Still, the district did not avoid cases entirely. A total of 47 students contracted COVID-19 over the course of the school year, including 13 students at Austin Elementary School, 19 at Austin Middle School, and 15 at Austin High School — or about 4% of the district’s total enrollment. According to Broadus, the district identified the most cases (17 total) during November and December 2020, at the peak of the fall COVID-19 surge. The district added additional COVID-19 safety precautions at this time, such as limiting spectators at sporting events.

Delta poses new challenges

This fall, Austin’s school district is facing further challenges amplified by the country’s Delta surge. School started in-person on August 3; unlike the previous year, masks were optional. Several student cases in the first week of school led the district to switch to all-virtual classes for two weeks, Superintendent Jones said in an email on August 10.

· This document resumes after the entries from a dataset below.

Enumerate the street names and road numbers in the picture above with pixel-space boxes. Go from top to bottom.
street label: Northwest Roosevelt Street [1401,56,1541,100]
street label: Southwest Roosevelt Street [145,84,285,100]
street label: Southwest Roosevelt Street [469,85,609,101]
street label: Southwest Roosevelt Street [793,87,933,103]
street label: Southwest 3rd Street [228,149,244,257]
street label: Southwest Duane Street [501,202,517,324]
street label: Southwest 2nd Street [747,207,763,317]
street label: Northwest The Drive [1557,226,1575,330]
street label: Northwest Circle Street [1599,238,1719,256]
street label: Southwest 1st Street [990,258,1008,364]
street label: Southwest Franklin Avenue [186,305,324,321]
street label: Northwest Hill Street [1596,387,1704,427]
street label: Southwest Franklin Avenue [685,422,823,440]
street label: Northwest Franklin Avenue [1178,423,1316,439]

When students return after this virtual period, COVID-19 symptom monitoring will continue — though the district is phasing out formal checklists that proved to be less helpful than parent and teacher intuition. The six-feet distancing rule has shrunk to three feet. Ventilation has also improved, thanks to grant money from the federal government for which many districts were able to apply.

Austin will continue to rely on its community to identify cases and stay safe in the new school year. “I feel like it wasn’t just one thing that we were doing,” Broadus said. “Everyone was working together.”